> [RECORDED DATA]
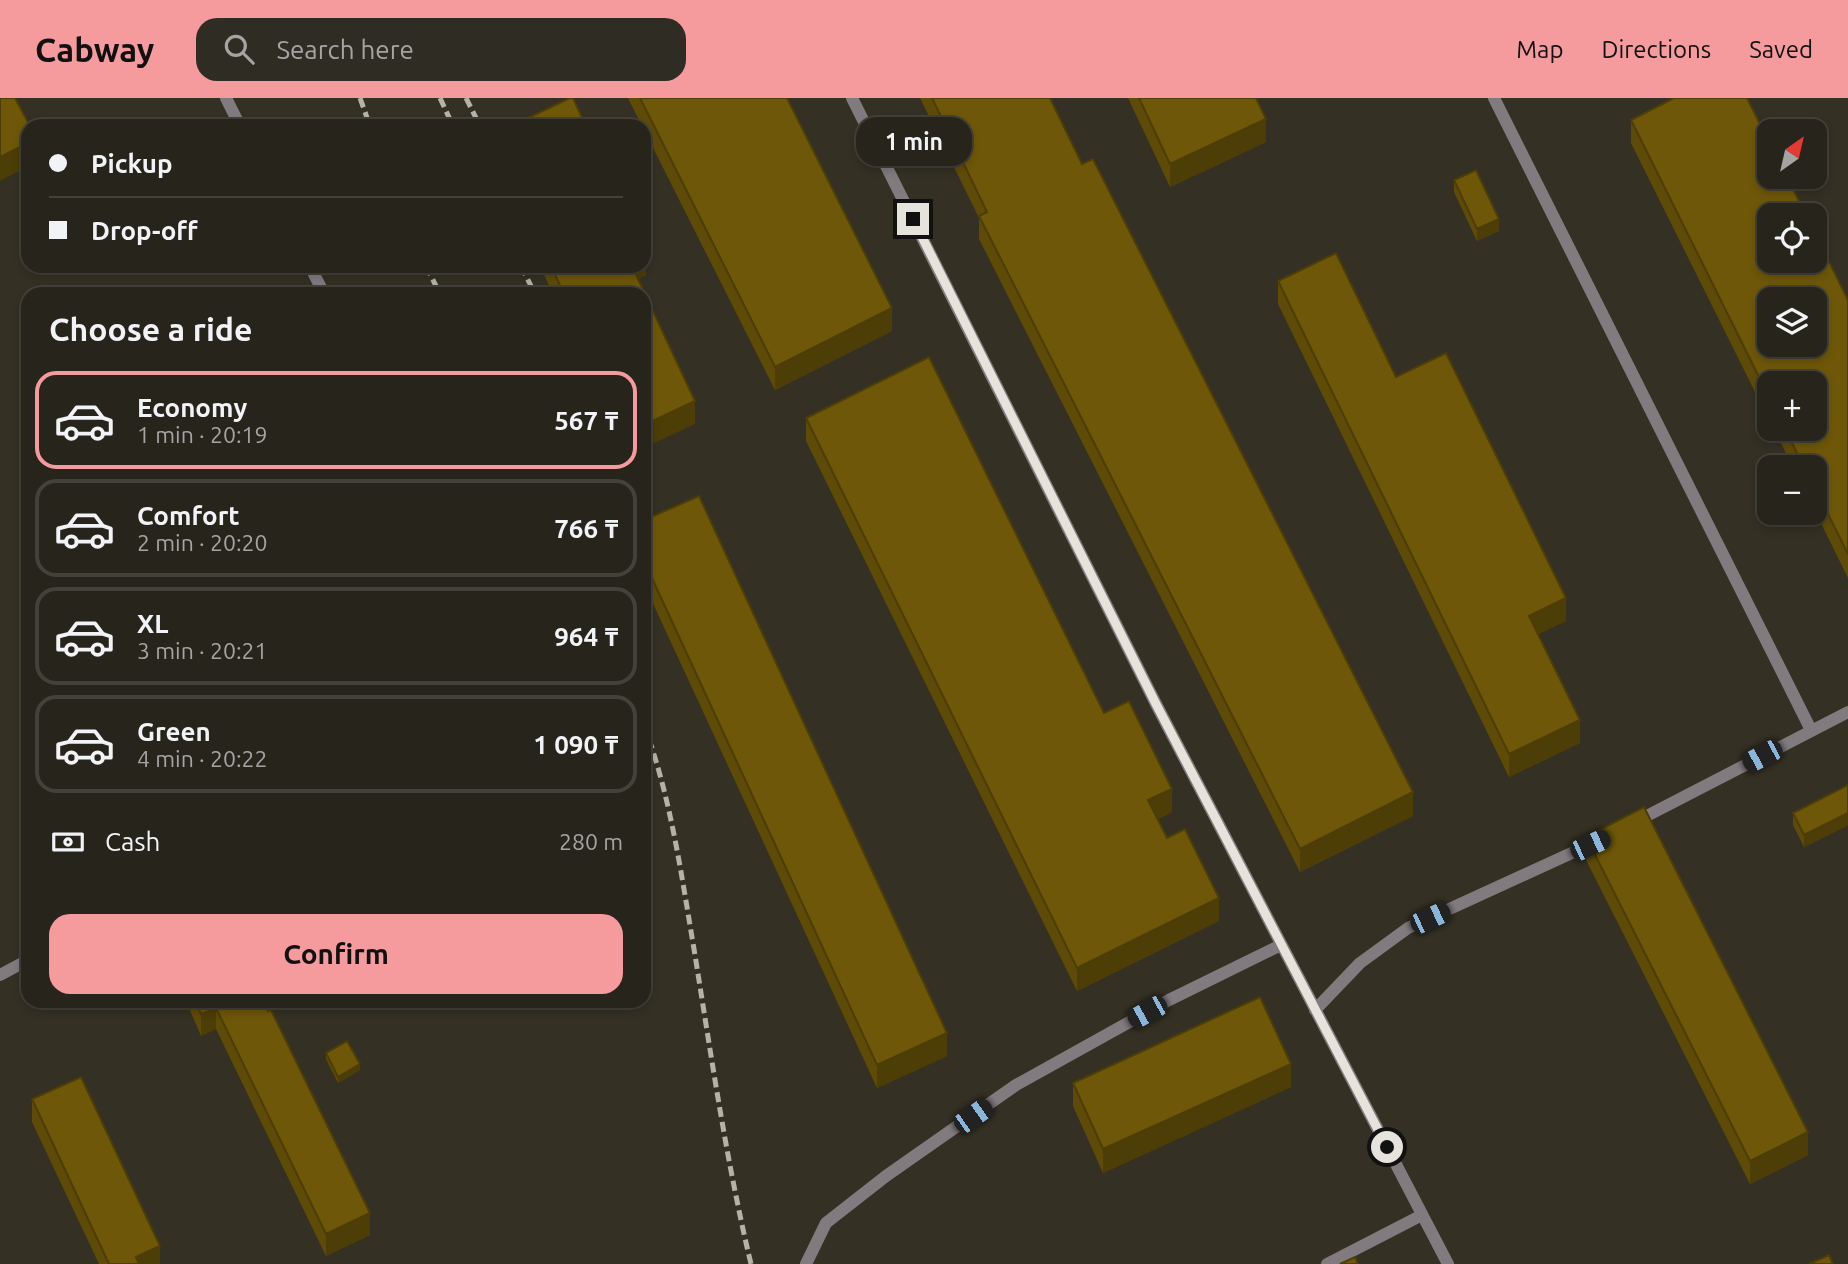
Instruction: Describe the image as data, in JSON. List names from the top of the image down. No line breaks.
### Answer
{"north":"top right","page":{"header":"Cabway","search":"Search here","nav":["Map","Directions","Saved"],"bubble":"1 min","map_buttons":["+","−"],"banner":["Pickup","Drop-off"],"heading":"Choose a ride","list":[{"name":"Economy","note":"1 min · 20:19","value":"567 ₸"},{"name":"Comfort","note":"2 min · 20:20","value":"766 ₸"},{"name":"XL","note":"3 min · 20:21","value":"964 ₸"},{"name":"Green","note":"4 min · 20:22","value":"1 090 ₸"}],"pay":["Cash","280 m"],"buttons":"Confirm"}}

> [AIM OF THE EXERCISE]
The pictures are to be omitted, and the rest of the listing is to be transcribed exactly.

> [RESPONSE TO THIS TASK]
Instruction: Describe the image as data, in JSON. List names from the top of the image down. No line breaks.
### Answer
{"north":"top right","page":{"header":"Cabway","search":"Search here","nav":["Map","Directions","Saved"],"bubble":"1 min","map_buttons":["+","−"],"banner":["Pickup","Drop-off"],"heading":"Choose a ride","list":[{"name":"Economy","note":"1 min · 20:19","value":"567 ₸"},{"name":"Comfort","note":"2 min · 20:20","value":"766 ₸"},{"name":"XL","note":"3 min · 20:21","value":"964 ₸"},{"name":"Green","note":"4 min · 20:22","value":"1 090 ₸"}],"pay":["Cash","280 m"],"buttons":"Confirm"}}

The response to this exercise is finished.